My time in the US coincided with one of the industry’s biggest strikes. It started on October 21, 2016, by the Screen Actors Guild‐American Federation of Television and Radio Artists (SAG-AFTRA) union against 11 American video game developers and publishers over a range of issues, including failed contract renegotiation terms, better transparency in the roles and conditions actors would perform, safety precautions and issues on avoiding vocal stress. This last point was talked about a lot and there’s no denying that 4 hour shifts belting out a range of character voices as loud as you can, really does take it’s toll. It’s probably why I’m a Corporate Queen.
Takeaway 3: Look after your voice. Rest it, treat it with respect and learn how to say no to things that just don’t feel right.

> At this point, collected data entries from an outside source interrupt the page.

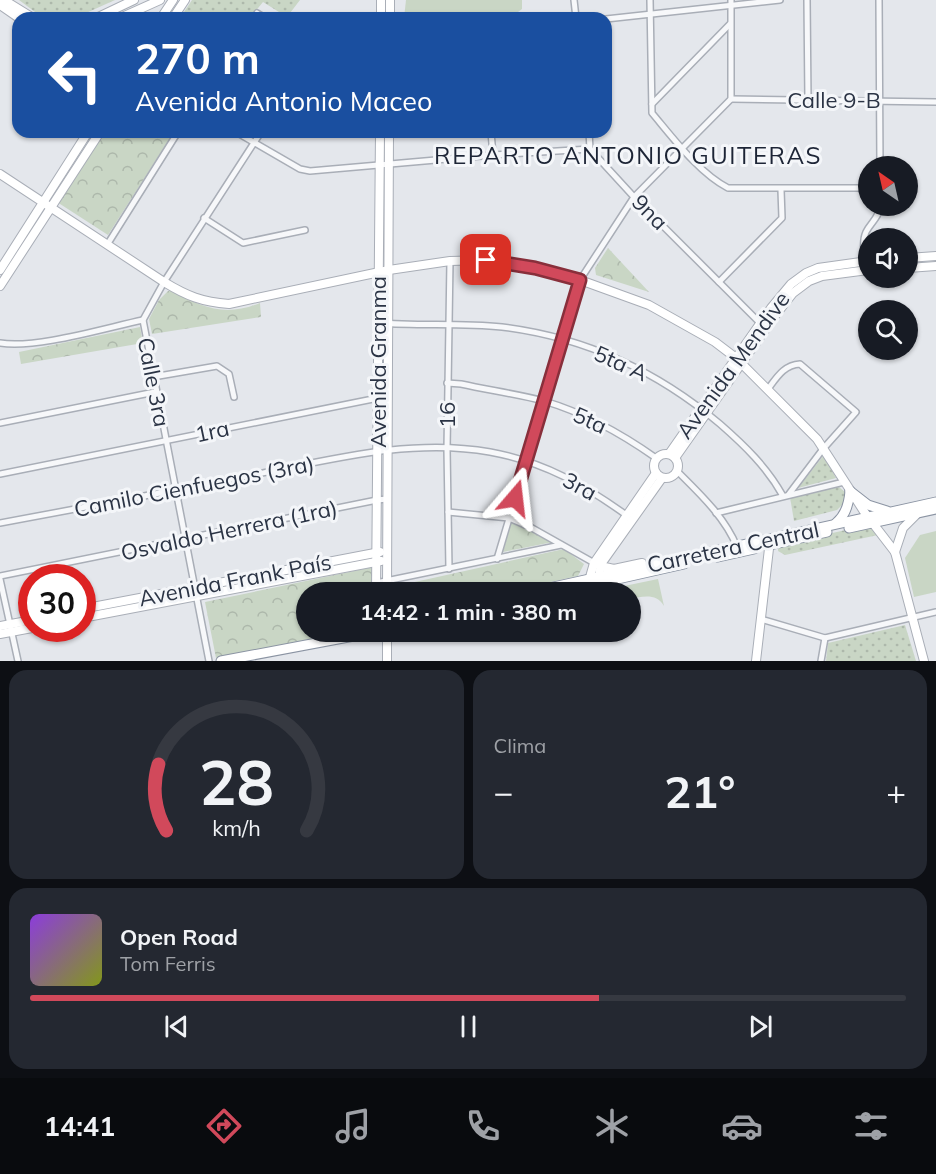 <!DOCTYPE html>
<html lang="es">
<meta charset="utf-8">
<style>
:root{--surface:#171b24;--page:#242831;--text:#f1f3f6;--muted:#9ea1a6;--line:#363941;--accent:#d1495b}
body{margin:0;font-family:Mulish,sans-serif;background:var(--page);color:var(--text);height:100vh;display:flex;flex-direction:column;font-size:22px;white-space:nowrap}
*{box-sizing:border-box;margin:0}
p{font-size:20px;color:var(--muted)}
.icon{flex:none;width:33px;height:33px;fill:none;stroke:currentColor;stroke-width:2;stroke-linecap:round;stroke-linejoin:round}
.map{position:relative;height:661px;overflow:hidden}
.side{display:flex;flex-direction:column;gap:9px;padding:9px;background:#0d0f14;flex:1}
.side>*{flex:none}
.banner{position:absolute;left:12px;top:12px;width:600px;height:126px;border-radius:18px;box-shadow:0 2px 4px #0004;background:#1a4fa0;color:#fff;overflow:hidden}
.needle{width:39px;rotate:326deg}
.buttons{position:absolute;left:858px;top:156px;display:grid;gap:12px}
.buttons a{display:grid;place-items:center;width:60px;height:60px;border-radius:50%;background:var(--surface);box-shadow:0 2px 4px #0004;font-size:30px}
.speed{position:absolute;left:18px;top:564px;display:flex;gap:12px;font-size:30px;font-weight:700;text-align:center}
.speed>*{display:grid;place-content:center;width:78px;height:78px;border-radius:50%;background:var(--surface);box-shadow:0 2px 4px #0004;line-height:1}
.speed .limit{border:9px solid #d22;background:#fff;color:#111}
.pin{position:absolute;display:grid;place-items:center;width:51px;height:51px;color:#fff;margin:-26px;border-radius:12px;box-shadow:0 3px 9px #0006}
.me{position:absolute;width:66px;margin:-33px;rotate:17deg;stroke-linejoin:round;filter:drop-shadow(0 0 4px #0008)}
.turn{display:flex;align-items:center;gap:21px;height:126px;padding:0 24px;font-size:27px}
.turn .icon{width:78px;height:78px;stroke-width:2.5}
.turn b{display:block;font-size:42px;line-height:51px}
.big{font-size:45px;font-weight:700;line-height:1.1}
.side .tile{flex:1;display:flex;flex-direction:column;justify-content:center;gap:9px;min-width:0;padding:0 21px;border-radius:18px;background:var(--page)}
.side .dial{align-items:center;gap:0}
.dial svg{height:156px;overflow:visible;fill:none;stroke:var(--line);stroke-width:7;stroke-linecap:round;text-anchor:middle}
.dial text{fill:var(--text);stroke:none}
.song{display:flex;align-items:center;gap:18px}
.cover{width:72px;height:72px;border-radius:9px;background:linear-gradient(135deg,hsl(270 70% 55%),hsl(70 70% 35%))}
.played{height:6px;border-radius:3px;background:linear-gradient(90deg,var(--accent) 65%,var(--line) 65%)}
.keys{display:flex;justify-content:space-around;direction:ltr}
.heat{display:flex;justify-content:space-between;align-items:center;font-size:33px;direction:ltr}
.side .tiles{flex:1;display:grid;gap:9px;grid-template-columns:1fr 1fr}
.tile:last-child{grid-column:span 2}
.trip{position:absolute;left:296px;top:582px;width:345px;height:60px;border-radius:30px;background:var(--surface);box-shadow:0 2px 4px #0004;font-weight:700;line-height:60px;text-align:center}
.dock{display:flex;height:96px;justify-content:space-around;align-items:center;background:#090b0e;color:var(--muted)}
.dock .icon{width:42px;height:42px}
.dock .current{color:var(--accent)}
.dock b{font-size:27px;color:var(--text)}
.map>svg:first-child{display:block}
.grass{fill:url(#grass-dots)}
.forest{fill:url(#forest-crowns)}
.garden{fill:#c9d6c5}
.lines{fill:none;stroke-linecap:round;stroke-linejoin:round}
.street-casing{stroke:#a9aeb7;stroke-width:8}
.secondary-casing{stroke:#a9aeb7;stroke-width:10}
.highway-casing{stroke:#8b94a3;stroke-width:11}
.street{stroke:#f7f8fa;stroke-width:5}
.secondary{stroke:#fff;stroke-width:8}
.highway{stroke:#fff;stroke-width:9}
.route-casing{stroke:#882f3b;stroke-width:15}
.route{stroke:#d1495b;stroke-width:10}
.labels{text-anchor:middle;stroke-width:6;stroke-linejoin:round;paint-order:stroke}
.street-label{font-size:22px;fill:#2b3445;stroke:#f4f6f9}
.neighbourhood-label{font-size:24px;letter-spacing:1.5px;fill:#1d2536;stroke:#f4f6f9}
</style>
<div class="map">
<svg width="936" height="661" viewBox="0 0 936 661">
<defs>
<pattern id="grass-dots" width="8" height="8" patternUnits="userSpaceOnUse" patternTransform="scale(1.5)"><rect width="8" height="8" fill="#c9d6c5"/><path d="M2 2h.1M6 6h.1" fill="none" stroke="#adb8ab" stroke-width="1.8" stroke-linecap="round"/></pattern>
<pattern id="forest-crowns" width="20" height="18" patternUnits="userSpaceOnUse" patternTransform="scale(1.5)"><rect width="20" height="18" fill="#c9d6c5"/><path d="M2 6a3 3 0 1 1 6 0M12 15a3 3 0 1 1 6 0" fill="none" stroke="#adb8ab"/></pattern>
</defs>
<rect width="100%" height="100%" fill="#e4e7ec"/>
<!-- grass -->
<g class="grass">
<path d="M19 0H115L75 18H43Z"/>
<path d="M192 0H300L287 17 263 2 250 18H180Z"/>
<path d="M824 455 836 478 798 488Z"/>
<path d="M839 487 845 492 846 501 837 510 794 521 790 497Z"/>
<path d="M868 525 872 526 878 535 785 555 778 551 779 545Z"/>
<path d="M905 625 916 661H826L828 643Z"/>
</g>
<!-- forest -->
<g class="forest">
<path d="M102 132H174L108 235 57 202Z"/>
<path d="M608 248 649 292 596 275 595 268Z"/>
<path d="M168 291H173C203 308 225 317 260 303L261 317 152 334 149 319 159 300Z"/>
<path d="M140 327 143 343 21 364 19 352Z"/>
<path d="M511 523 532 531 553 542 503 552Z"/>
<path d="M564 549 584 564 578 576 504 592H392V587Z"/>
<path d="M373 567 372 592H306V632H345L216 658 205 602Z"/>
</g>
<!-- garden -->
<g class="garden">
<path d="M406 0H522V9L510 18H404Z"/>
<path d="M936 531V592L914 597 905 558 920 535Z"/>
<path d="M658 579 664 606C657 593 643 596 630 599V592H605V590Z"/>
</g>
<g class="lines">
<defs>
<g id="street">
<path d="M574 0 576 18"/>
<path d="M650 0 652 113C673 138 699 173 728 188H868"/>
<path d="M807 0 808 100"/>
<path d="M879 0 880 166"/>
<path d="M257 13 265 18"/>
<path d="M606 19 780 0"/>
<path d="M731 99 936 102"/>
<path d="M652 104 730 24"/>
<path d="M236 132 300 169 310 171 493 155 590 149"/>
<path d="M491 132 493 155"/>
<path d="M589 132 590 149"/>
<path d="M590 149 634 197 761 324"/>
<path d="M204 218 243 243 305 230"/>
<path d="M107 245 178 132"/>
<path d="M865 262C864 253 862 241 866 232 871 222 879 218 880 206"/>
<path d="M719 282 782 218 781 190"/>
<path d="M378 323C420 326 461 323 502 327 584 337 657 371 720 424 744 445 767 467 783 496"/>
<path d="M0 343C36 349 105 328 143 320"/>
<path d="M153 377 217 366 229 374 234 397"/>
<path d="M447 383 461 384C488 390 517 394 544 401 585 413 622 434 656 458"/>
<path d="M768 389C777 377 784 365 800 364L856 412 823 449 789 494"/>
<path d="M0 423 155 392"/>
<path d="M677 471C699 493 725 517 737 547"/>
<path d="M0 474 388 396"/>
<path d="M448 512 509 518 532 528 596 564"/>
<path d="M716 513 844 482"/>
<path d="M0 523C81 508 162 493 242 477 322 462 408 437 490 452 544 462 585 485 629 517"/>
<path d="M497 559 580 280 634 197 731 99V0"/>
<path d="M449 569 447 449 450 261"/>
<path d="M0 576 377 500 387 499"/>
<path d="M0 579 18 661"/>
<path d="M376 583 561 545"/>
<path d="M761 619 825 638 936 612"/>
<path d="M209 661 143 320 164 282 261 132"/>
<path d="M821 661 825 638"/>
</g>
<g id="secondary">
<path d="M4 0 33 18"/>
<path d="M0 5 19 18"/>
<path d="M96 18 134 0"/>
<path d="M120 18 160 0"/>
<path d="M161 18 173 0"/>
<path d="M173 18 185 0"/>
<path d="M381 18V0"/>
<path d="M390 18V0"/>
<path d="M0 174 164 282C187 296 202 302 229 304L389 270 450 261 486 260 535 268 580 280 649 305 715 342 736 358 817 439 865 513 895 552 924 661"/>
<path d="M908 258 936 256"/>
<path d="M908 268 936 266"/>
<path d="M0 270 88 132"/>
<path d="M0 286 100 132"/>
<circle cx="666" cy="466" r="12"/>
<path d="M669 454 771 308 791 284 806 273 818 268 868 261"/>
<path d="M675 458 774 317 793 293 809 281 822 276 868 270"/>
<path d="M895 552 903 528 917 514"/>
<path d="M600 566 614 569 642 563"/>
<path d="M598 582 601 564 662 478"/>
<path d="M588 584 594 563 656 473"/>
<path d="M376 592 380 132"/>
<path d="M387 592 389 132"/>
<path d="M82 609 380 552"/>
<path d="M82 618 381 561"/>
<path d="M0 626 32 620"/>
<path d="M387 632V661"/>
<path d="M0 634 32 628"/>
<path d="M756 661 770 540"/>
</g>
<g id="highway">
<path d="M850 491 868 505 887 511"/>
<path d="M836 523C846 515 849 504 850 491"/>
<path d="M849 528 936 509"/>
<path d="M770 545 827 532"/>
<path d="M718 557 754 549"/>
<path d="M531 592 936 502"/>
<path d="M560 592 684 564"/>
<path d="M221 661 375 632"/>
</g>
</defs>
<!-- street casing -->
<use href="#street" class="street-casing"/>
<!-- secondary casing -->
<use href="#secondary" class="secondary-casing"/>
<!-- highway casing -->
<use href="#highway" class="highway-casing"/>
<!-- street -->
<use href="#street" class="street"/>
<!-- secondary -->
<use href="#secondary" class="secondary"/>
<!-- highway -->
<use href="#highway" class="highway"/>
</g>
<g class="lines">
<defs>
<path id="route" d="M486 260 535 268 580 280 515 498"/>
</defs>
<!-- route casing -->
<use href="#route" class="route-casing"/>
<!-- route -->
<use href="#route" class="route"/>
</g>
<g class="labels">
<!-- street labels -->
<g class="street-label">
<text x="834" y="108">Calle 9-B</text>
<text transform="translate(650 212) rotate(45)" y="8">9na</text>
<text transform="translate(378 362) rotate(-90)" y="8">Avenida Granma</text>
<text transform="translate(621 363) rotate(24)" y="8">5ta A</text>
<text transform="translate(733 365) rotate(-54)" y="8">Avenida Mendive</text>
<text transform="translate(154 382) rotate(79)" y="8">Calle 3ra</text>
<text transform="translate(447 415) rotate(-90)" y="8">16</text>
<text transform="translate(590 420) rotate(24)" y="8">5ta</text>
<text transform="translate(212 431) rotate(-12)" y="8">1ra</text>
<text transform="translate(194 486) rotate(-11)" y="8">Camilo Cienfuegos (3ra)</text>
<text transform="translate(580 486) rotate(28)" y="8">3ra</text>
<text transform="translate(229 530) rotate(-12)" y="8">Osvaldo Herrera (1ra)</text>
<text transform="translate(733 547) rotate(-12)" y="8">Carretera Central</text>
<text transform="translate(235 580) rotate(-11)" y="8">Avenida Frank País</text>
</g>
<!-- neighbourhood labels -->
<g class="neighbourhood-label">
<text x="628" y="164">REPARTO ANTONIO GUITERAS</text>
</g>
</g>
</svg>
<div class="buttons">
<a><svg class="needle" viewBox="-14 -14 28 28"><path d="M0-13l5 13h-10z" fill="#e53935"/><path d="M0 13l5-13h-10z" fill="#9ea1a6"/></svg></a>
<a><svg class="icon" aria-label="sound" viewBox="0 0 24 24"><path d="M4 9h4l5-4v14l-5-4H4zM17 9q2 3 0 6"/></svg></a>
<a><svg class="icon" aria-label="search" viewBox="0 0 24 24"><circle cx="10" cy="10" r="6"/><path d="M15 15l6 6"/></svg></a>
</div>
<div class="speed"><div class="limit">30</div></div>
<div class="pin" style="left:486px;top:260px;background:#d93025"><svg class="icon" aria-label="arrive" viewBox="0 0 24 24"><path d="M6 21V4h12l-3 4 3 4H6"/></svg></div>
<svg class="me" style="left:515px;top:498px" viewBox="-20 -20 40 40"><path d="M0-17L14 15 0 8-14 15z" fill="#d1495b" stroke="#fff" stroke-width="4"/></svg>
<div class="trip">14:42 · 1 min · 380 m</div>
<div class="banner">
<div class="turn"><svg class="icon" aria-label="left" viewBox="0 0 24 24"><path d="M17 20v-9H6M10 6l-5 5 5 5"/></svg><div><b>270 m</b>Avenida Antonio Maceo</div></div>
</div>
</div>
<section class="side">
<div class="tiles">
<div class="tile dial"><svg viewBox="0 0 100 80">
<path d="M14 69A42 42 0 1 1 86 69"/>
<path d="M14 69A42 42 0 0 1 10 35" stroke="#d1495b"/>
<text x="50" y="56" font-size="32" font-weight="700">28</text>
<text x="50" y="72" font-size="11">km/h</text>
</svg></div>
<div class="tile"><p>Clima</p>
<div class="heat"><a>−</a><b class="big">21°</b><a>+</a></div>
</div>
<div class="tile">
<div class="song"><i class="cover"></i><div><b>Open Road</b><p>Tom Ferris</p></div></div>
<div class="played"></div>
<div class="keys"><svg class="icon" aria-label="previous" viewBox="0 0 24 24"><path d="M18 5L8 12l10 7zM5 5v14"/></svg><svg class="icon" aria-label="pause" viewBox="0 0 24 24"><path d="M8 5v14M16 5v14"/></svg><svg class="icon" aria-label="next" viewBox="0 0 24 24"><path d="M6 5l10 7-10 7zM19 5v14"/></svg></div>
</div>
</div>
</section>
<nav class="dock">
<b>14:41</b>
<svg class="icon current" aria-label="directions" viewBox="0 0 24 24"><path d="M12 3l9 9-9 9-9-9zM9 14v-3h6M13 9l2 2-2 2"/></svg>
<svg class="icon" aria-label="music" viewBox="0 0 24 24"><path d="M9 18V5l10-2v13"/><circle cx="6" cy="18" r="3"/><circle cx="16" cy="16" r="3"/></svg>
<svg class="icon" aria-label="phone" viewBox="0 0 24 24"><path d="M5 4h4l2 5-3 2q2 4 5 5l2-3 5 2v4C11 20 4 13 5 4z"/></svg>
<svg class="icon" aria-label="climate" viewBox="0 0 24 24"><path d="M12 3v18M4 7l16 10M4 17L20 7"/></svg>
<svg class="icon" aria-label="car" viewBox="0 0 24 24"><path d="M5 17H2v-5l4-1 3-4h7l3 4 3 1v5h-3M9 17h6M6 11h13"/><circle cx="7" cy="17" r="2"/><circle cx="17" cy="17" r="2"/></svg>
<svg class="icon" aria-label="filters" viewBox="0 0 24 24"><path d="M4 7h16M4 17h16"/><circle cx="9" cy="7" r="2"/><circle cx="15" cy="17" r="2"/></svg>
</nav>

On the other side of things, the VO community stateside can be a little sycophantic, which doesn’t sit well with a cynical Brit. There’s lots of meaningless platitudes and daily quotes thrown at you via social (this of course extends way beyond the voiceover community)— and sometimes it seems like more people are training (and paying) to be voice actors than actually working.
Which ain’t to say that’s all bad. It’s just that I’ll save the Rumi quotes for chai and chit chat. But it serves as a reminder to cut through the chuff and concentrate on what’s important — i.e. finding and retaining quality clients. And I’m lucky enough to have a bunch of those.
Takeaway 4: Stay focussed on the task in hand.
So it’s back to the UK with a bump. I’ve got a few things to be getting on with — upgrading the studio and buying new kit (too exciting to handle), learning, meeting new clients and developing relationships with current ones. So far, so good — they’re all lovely.
So in that vein, I’m bringing a bit of that Californian sunshine and attitude back with me. I’m committed to being a bit more chipper in the dank drizzle of January in England, chatting a little more to those I don’t know, and giving something back if I can, to anyone that should ask.